What you are asked to do. Your answer is the lines below, exactly, from the one that contains "0,925 L 17,941" through the one that contains "277,158 L 366,160", both included.

Collected data.

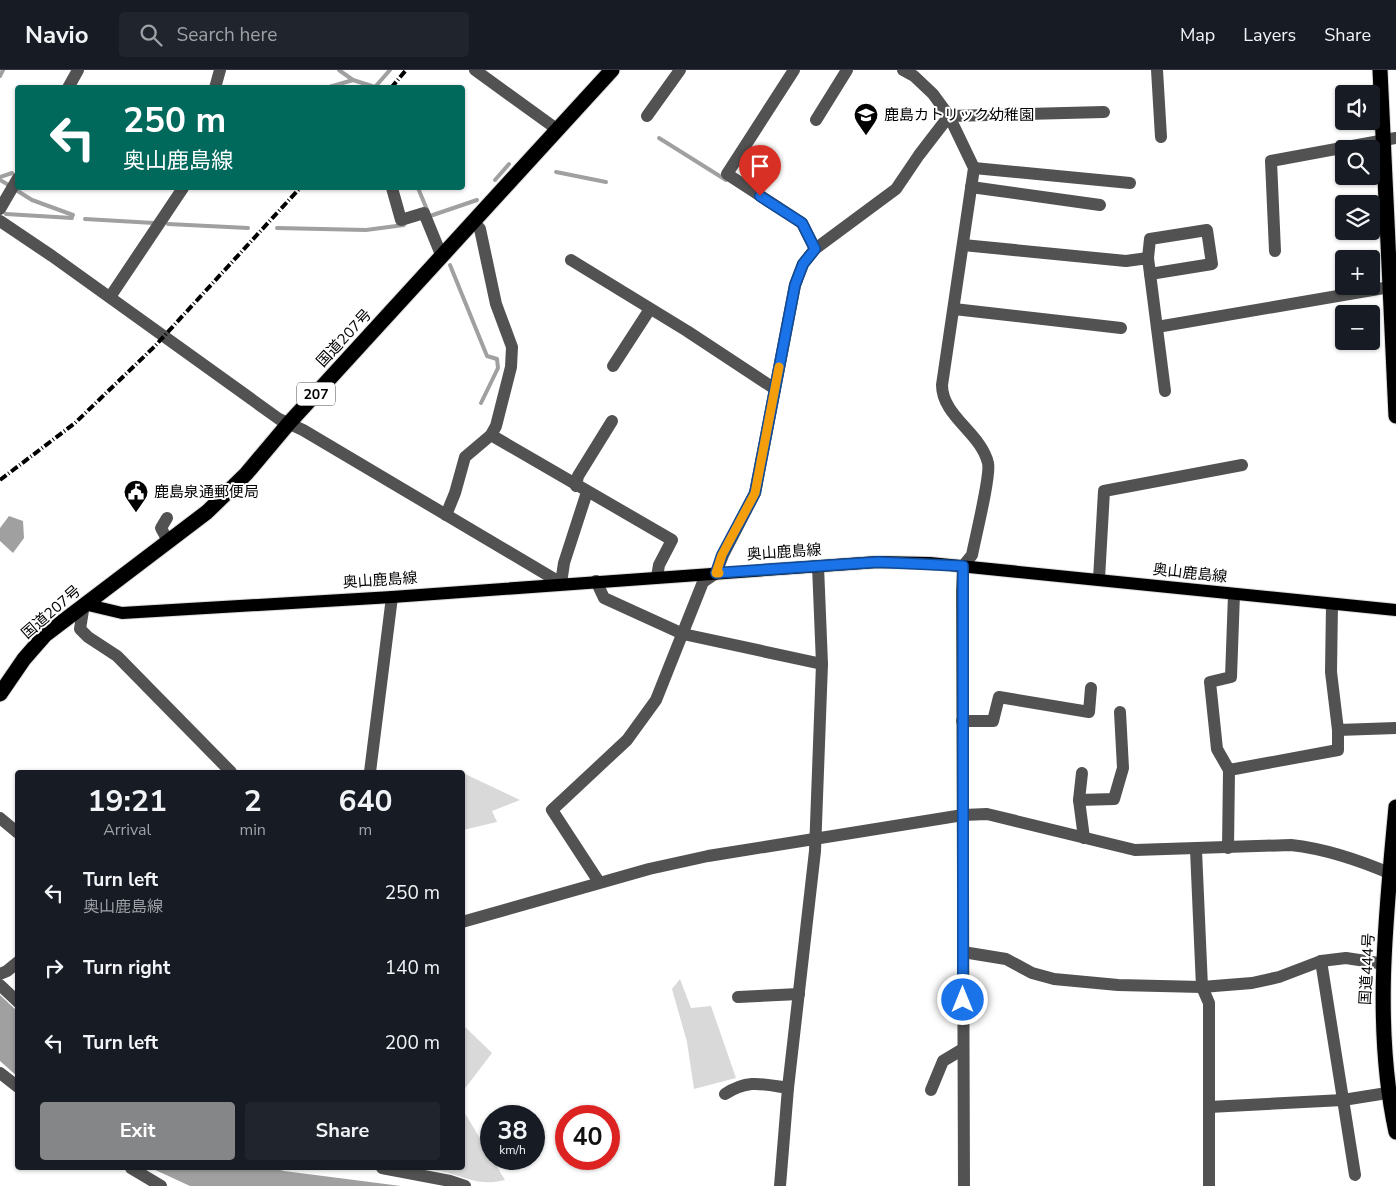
<!DOCTYPE html>
<meta charset="utf-8">
<style>
body{margin:0;font-family:"Nunito Sans","Noto Sans JP",sans-serif;background:#20242c;color:#f1f3f6;height:100vh;display:flex;flex-direction:column;font-size:19px;white-space:nowrap}
*{box-sizing:border-box;margin:0}
p{font-size:16px;color:#9ea1a6}
.icon{flex:none;width:28px;height:28px;fill:none;stroke:currentColor;stroke-width:2;stroke-linecap:round;stroke-linejoin:round}
.map{position:relative;flex:1;overflow:hidden}
.drawer{position:absolute;left:15px;top:700px;width:450px;height:400px;display:flex;flex-direction:column;background:#171b24;border-radius:5px;box-shadow:0 1px 4px #0004}
.drawer>*{flex:none}
.hud{position:absolute;left:15px;top:15px;width:450px;height:105px;border-radius:5px;box-shadow:0 1px 4px #0004;background:#00695c;color:#fff;overflow:hidden}
.controls{position:absolute;left:1335px;top:15px;display:grid;gap:10px}
.controls a{display:grid;place-items:center;width:45px;height:45px;border-radius:5px;background:#171b24;box-shadow:0 1px 4px #0004;font-size:25px}
.speed{position:absolute;left:480px;top:1035px;display:flex;gap:10px;font-size:25px;font-weight:700;text-align:center}
.speed>*{display:grid;place-content:center;width:65px;height:65px;border-radius:50%;background:#171b24;box-shadow:0 1px 4px #0004;line-height:1}
.speed small{font-size:12px;font-weight:400}
.speed .limit{border:8px solid #d22;background:#fff;color:#111}
.pin{position:absolute;display:grid;place-items:center;width:42px;height:42px;color:#fff;margin:-51px -21px;border-radius:50% 50% 50% 0;rotate:-45deg;box-shadow:0 0 5px #0007}
.pin .icon{rotate:45deg}
.me{position:absolute;width:55px;margin:-28px;rotate:0deg;stroke-linejoin:round;filter:drop-shadow(0 0 4px #0008)}
.turn{display:flex;align-items:center;gap:18px;height:105px;padding:0 25px;font-size:22px}
.turn .icon{width:65px;height:65px;stroke-width:2.5}
.turn b{display:block;font-size:35px;line-height:42px}
.eta{display:flex;justify-content:space-evenly;align-items:center;height:85px;text-align:center}
.eta b{font-size:30px;font-weight:700;line-height:35px}
.action{display:flex;gap:10px;margin-top:auto;padding:10px 25px}
.action a{flex:1;height:58px;border-radius:5px;background:#858687;color:#fff;font-size:20px;font-weight:700;line-height:58px;text-align:center}
.action a+a{background:#20242c;color:#f1f3f6}
ul{padding:0;list-style:none}
li{display:flex;align-items:center;gap:15px;height:75px;padding:0 25px}
li div{flex:1}
li b{display:block;font-size:19px}
li em{font-style:normal}
header{display:flex;align-items:center;gap:30px;box-sizing:border-box;height:70px;padding:0 25px;background:#171b24;border-bottom:1px solid #363941}
header strong{font-size:24px}
nav{display:flex;gap:28px;margin-inline-start:auto;font-size:18px}
.search{width:350px;height:45px;background:#20242c;display:flex;align-items:center;gap:12px;box-sizing:border-box;padding:0 18px;border-radius:5px;color:#9ea1a6;font-size:19px}
.map>svg:first-child{display:block}
.green{fill:#d9d9d9}
.water{fill:#a0a0a0}
.lines{fill:none;stroke-linecap:round;stroke-linejoin:round}
.stream{stroke:#a0a0a0;stroke-width:4}
.major-casing{stroke:#dbdbdb;stroke-width:14}
.highway-casing{stroke:#dbdbdb;stroke-width:17}
.minor{stroke:#525252;stroke-width:12}
.major{stroke:#000;stroke-width:12}
.highway{stroke:#000;stroke-width:15}
.rail{stroke:#000;stroke-width:4;stroke-dasharray:8 2.5 1 2.5;stroke-linecap:butt}
.route-casing{stroke:#114b97;stroke-width:12}
.route{stroke:#1a73e8;stroke-width:9}
.slow{stroke:#f59e0b;stroke-width:9}
.labels{text-anchor:middle;stroke-width:4;stroke-linejoin:round;paint-order:stroke}
.shield{fill:#fff;stroke:#4c4c4c;stroke-width:1}
.shield-label{font-size:14px;font-weight:bold;fill:#000}
.poi-label{font-size:15px;fill:#000;stroke:#fff;text-anchor:start}
.street-label{font-size:15px;fill:#000;stroke:#fff}
</style>
<header>
<strong>Navio</strong>
<div class="search"><svg class="icon" aria-label="search" viewBox="0 0 24 24"><circle cx="10" cy="10" r="6"/><path d="M15 15l6 6"/></svg>Search here</div>
<nav><a>Map</a><a>Layers</a><a>Share</a></nav>
</header>
<div class="map">
<svg width="1396" height="1116" viewBox="0 0 1396 1116">
<rect width="100%" height="100%" fill="#fff"/>
<!-- green -->
<g class="green">
<path d="M 463,703 L 520,730 L 492,741 L 497,752 L 463,760 Z"/>
<path d="M 680,909 L 691,938 L 711,936 L 736,1008 L 694,1019 L 687,972 L 672,919 Z"/>
<path d="M 462,954 L 492,983 L 463,1021 L 462,1021 Z"/>
<path d="M 463,1040 L 505,1110 C 481,1116 470,1109 448,1103 C 437,1100 426,1099 415,1098 L 462,1098 Z"/>
</g>
<!-- water -->
<g class="water">
<path d="M 9,446 L 23,451 L 24,468 L 13,483 L 0,471 L 0,458 Z"/>
<path d="M 0,925 L 17,941 L 17,1006 L 0,991 Z"/>
<path d="M 151,1098 L 273,1098 L 284,1101 L 401,1116 L 190,1116 Z"/>
</g>
<g class="lines">
<!-- stream -->
<g class="stream">
<path d="M 339,0 L 353,10 L 375,17 L 390,0"/>
<path d="M 0,6 L 3,0"/>
<path d="M 326,18 L 353,10"/>
<path d="M 659,68 L 726,110"/>
<path d="M 556,102 L 606,112"/>
<path d="M 0,107 L 12,103"/>
<path d="M 0,110 L 7,114"/>
<path d="M 495,110 L 509,94"/>
<path d="M 418,118 L 428,142"/>
<path d="M 16,120 L 32,130 L 73,145"/>
<path d="M 6,144 L 72,148"/>
<path d="M 427,147 L 477,130"/>
<path d="M 85,149 L 154,153"/>
<path d="M 168,154 L 248,158"/>
<path d="M 277,158 L 366,160 L 404,155"/>
<path d="M 450,195 L 487,286 L 497,289 L 498,298 L 481,333"/>
</g>
<defs>
<path id="major" d="M 84,534 L 122,543 L 392,527 L 877,492 L 930,493 L 1396,540"/>
<g id="highway">
<path d="M 1380,0 L 1396,346"/>
<path d="M 0,624 L 24,589 L 45,565 L 207,442 L 246,404 L 289,353 L 612,0"/>
<path d="M 1396,737 C 1386,845 1373,956 1396,1062"/>
</g>
</defs>
<!-- major casing -->
<use href="#major" class="major-casing"/>
<!-- highway casing -->
<use href="#highway" class="highway-casing"/>
<!-- minor -->
<g class="minor">
<path d="M 475,0 L 558,60"/>
<path d="M 794,0 L 727,104 L 802,153 L 815,179"/>
<path d="M 903,0 L 914,6 L 933,24 L 949,46 L 974,98 L 942,315 C 942,346 981,363 988,393 C 991,405 975,469 972,485 L 963,496 L 962,522 L 964,1116"/>
<path d="M 1157,0 L 1161,67"/>
<path d="M 68,18 L 78,0"/>
<path d="M 215,18 L 220,0"/>
<path d="M 647,46 L 680,0"/>
<path d="M 949,46 L 1104,42"/>
<path d="M 816,50 L 847,0"/>
<path d="M 974,98 L 1130,113"/>
<path d="M 971,117 L 1100,135"/>
<path d="M 392,118 L 401,150 L 424,143 L 442,187"/>
<path d="M 0,139 L 18,108"/>
<path d="M 0,151 L 52,186 L 279,349 L 303,360 L 561,513 L 564,493 L 587,422"/>
<path d="M 963,175 L 1126,191 L 1148,188 L 1165,321"/>
<path d="M 1275,181 L 1271,91 L 1396,68"/>
<path d="M 1148,188 L 1150,169 L 1207,160 L 1212,194 L 1150,204"/>
<path d="M 571,190 L 687,261 L 775,319"/>
<path d="M 110,227 L 183,118"/>
<path d="M 954,239 L 1121,258"/>
<path d="M 1157,257 L 1390,217"/>
<path d="M 613,296 L 650,239"/>
<path d="M 491,365 L 672,470 L 659,495 L 657,507"/>
<path d="M 576,416 L 578,406 L 612,351"/>
<path d="M 446,445 L 455,423 L 465,387 L 491,365 L 496,356 L 511,297 L 512,277 L 496,234 L 480,159 L 474,152"/>
<path d="M 167,448 L 161,458 L 168,471"/>
<path d="M 1099,509 L 1104,421 L 1242,395"/>
<path d="M 596,511 L 604,528 L 683,564 L 822,594"/>
<path d="M 84,534 L 80,559 L 88,567 L 117,586 L 231,702"/>
<path d="M 1332,534 L 1331,602 L 1338,660 L 1396,658"/>
<path d="M 962,651 L 993,651 L 999,627 L 1089,642 L 1091,618"/>
<path d="M 1229,700 L 1338,680 L 1338,660"/>
<path d="M 370,702 L 392,527"/>
<path d="M 1082,703 L 1079,730 L 1084,768"/>
<path d="M 1079,730 L 1114,729 L 1123,698 L 1120,642"/>
<path d="M 0,748 L 18,763"/>
<path d="M 1228,778 L 1229,700 L 1217,679 L 1210,612 L 1231,607 L 1234,524"/>
<path d="M 1196,780 L 1202,917 L 1209,933 L 1209,1116"/>
<path d="M 599,812 L 552,740 L 627,670 L 656,630 L 703,512 L 716,503 L 723,485 L 755,423 L 795,215 L 803,194 L 815,179 L 896,119 L 919,85 L 949,46"/>
<path d="M 462,852 L 649,799 L 708,786 L 963,745 L 987,744 L 1135,780 L 1291,775 C 1328,779 1362,791 1396,806"/>
<path d="M 963,882 L 1006,889 L 1032,903 L 1054,909 L 1118,915 L 1202,917 L 1252,913 L 1279,907 L 1321,891 L 1346,888 L 1385,894"/>
<path d="M 1321,891 L 1355,1105"/>
<path d="M 0,904 L 7,901 L 18,892"/>
<path d="M 0,915 L 18,932"/>
<path d="M 738,927 L 799,924"/>
<path d="M 0,1003 L 18,1017"/>
<path d="M 931,1020 L 943,991 L 963,979"/>
<path d="M 725,1024 C 748,1009 762,1014 788,1018"/>
<path d="M 1209,1037 L 1343,1030 L 1387,1023"/>
<path d="M 131,1098 L 161,1116"/>
<path d="M 382,1098 L 450,1111 L 465,1116"/>
<path d="M 780,1116 L 788,1018 L 815,781 L 822,594 L 818,496"/>
</g>
<!-- major -->
<use href="#major" class="major"/>
<!-- highway -->
<use href="#highway" class="highway"/>
<!-- rail -->
<g class="rail">
<path d="M 391,18 L 406,0"/>
<path d="M 0,410 L 75,353 L 155,276 L 300,118"/>
</g>
</g>
<g class="lines">
<defs>
<path id="route" d="M 760,126 L 802,153 L 815,179 L 803,194 L 795,215 L 755,423 L 722,485 L 716,503 L 878,492 L 963,496 L 963,930"/>
</defs>
<!-- route casing -->
<use href="#route" class="route-casing"/>
<!-- route -->
<use href="#route" class="route"/>
<!-- slow -->
<path class="slow" d="M 719,503 L 716,503 L 722,485 L 755,423 L 779,297"/>
</g>
<!-- icons -->
<defs>
<symbol id="school-pin" viewBox="-11 -11 22 30"><path d="M0 17L-7.5 6A9.5 9.5 0 1 1 7.5 6Z" fill="#000" stroke="#fff"/><path d="M0-5L7-2L0 1L-7-2ZM-4 1L0 2.5L4 1V4Q0 6-4 4Z" fill="#fff"/></symbol>
<symbol id="civic-pin" viewBox="-11 -11 22 30"><path d="M0 17L-7.5 6A9.5 9.5 0 1 1 7.5 6Z" fill="#000" stroke="#fff"/><path d="M-.6-6.5H3V-4.5H.6V-3L4-1V1h2V6H-6V1h2V-1L-.6-3ZM-1.2 2.5V6h2.4V2.5Z" fill="#fff"/></symbol>
</defs>
<g fill-rule="evenodd">
<use href="#school-pin" x="852" y="31" width="28" height="38"/>
<use href="#civic-pin" x="122" y="408" width="28" height="38"/>
</g>
<g class="labels">
<!-- shield labels -->
<rect class="shield" x="297" y="312.5" width="38" height="23" rx="4"/>
<g class="shield-label">
<text x="316" y="329">207</text>
</g>
<!-- poi labels -->
<g class="poi-label">
<text x="884" y="50">鹿島カトリック幼稚園</text>
<text x="154" y="427">鹿島泉通郵便局</text>
</g>
<!-- street labels -->
<g class="street-label">
<text transform="translate(344 268) rotate(-47)" y="5">国道207号</text>
<text transform="translate(784 482) rotate(-4)" y="5">奥山鹿島線</text>
<text transform="translate(1190 503) rotate(6)" y="5">奥山鹿島線</text>
<text transform="translate(380 510) rotate(-4)" y="5">奥山鹿島線</text>
<text transform="translate(51 542) rotate(-41)" y="5">国道207号</text>
<text transform="translate(1367 899) rotate(-87)" y="5">国道444号</text>
</g>
</g>
</svg>
<div class="controls">
<a><svg class="icon" aria-label="sound" viewBox="0 0 24 24"><path d="M4 9h4l5-4v14l-5-4H4zM17 9q2 3 0 6"/></svg></a>
<a><svg class="icon" aria-label="search" viewBox="0 0 24 24"><circle cx="10" cy="10" r="6"/><path d="M15 15l6 6"/></svg></a>
<a><svg class="icon" aria-label="layers" viewBox="0 0 24 24"><path d="M12 4l9 5-9 5-9-5zM3 14l9 5 9-5"/></svg></a>
<a>+</a>
<a>−</a>
</div>
<div class="speed"><div>38<small>km/h</small></div><div class="limit">40</div></div>
<div class="pin" style="left:760px;top:126px;background:#d93025"><svg class="icon" aria-label="arrive" viewBox="0 0 24 24"><path d="M6 21V4h12l-3 4 3 4H6"/></svg></div>
<svg class="me" style="left:963px;top:930px" viewBox="-20 -20 40 40"><circle r="17" fill="#1a73e8" stroke="#fff" stroke-width="3"/><path d="M0-11L8 9 0 5-8 9z" fill="#fff"/></svg>
<div class="hud">
<div class="turn"><svg class="icon" aria-label="left" viewBox="0 0 24 24"><path d="M17 20v-9H6M10 6l-5 5 5 5"/></svg><div><b>250 m</b>奥山鹿島線</div></div>
</div>
<section class="drawer">
<div class="eta">
<div><b>19:21</b><p>Arrival</p></div>
<div><b>2</b><p>min</p></div>
<div><b>640</b><p>m</p></div>
</div>
<ul>
<li><svg class="icon" aria-label="left" viewBox="0 0 24 24"><path d="M17 20v-9H6M10 6l-5 5 5 5"/></svg><div><b>Turn left</b><p>奥山鹿島線</p></div><em>250 m</em></li>
<li><svg class="icon" aria-label="right" viewBox="0 0 24 24"><path d="M7 20v-9h11M14 6l5 5-5 5"/></svg><div><b>Turn right</b></div><em>140 m</em></li>
<li><svg class="icon" aria-label="left" viewBox="0 0 24 24"><path d="M17 20v-9H6M10 6l-5 5 5 5"/></svg><div><b>Turn left</b></div><em>200 m</em></li>
</ul>
<div class="action"><a>Exit</a><a>Share</a></div>
</section>
</div>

Written response.
<path d="M 0,925 L 17,941 L 17,1006 L 0,991 Z"/>
<path d="M 151,1098 L 273,1098 L 284,1101 L 401,1116 L 190,1116 Z"/>
</g>
<g class="lines">
<!-- stream -->
<g class="stream">
<path d="M 339,0 L 353,10 L 375,17 L 390,0"/>
<path d="M 0,6 L 3,0"/>
<path d="M 326,18 L 353,10"/>
<path d="M 659,68 L 726,110"/>
<path d="M 556,102 L 606,112"/>
<path d="M 0,107 L 12,103"/>
<path d="M 0,110 L 7,114"/>
<path d="M 495,110 L 509,94"/>
<path d="M 418,118 L 428,142"/>
<path d="M 16,120 L 32,130 L 73,145"/>
<path d="M 6,144 L 72,148"/>
<path d="M 427,147 L 477,130"/>
<path d="M 85,149 L 154,153"/>
<path d="M 168,154 L 248,158"/>
<path d="M 277,158 L 366,160 L 404,155"/>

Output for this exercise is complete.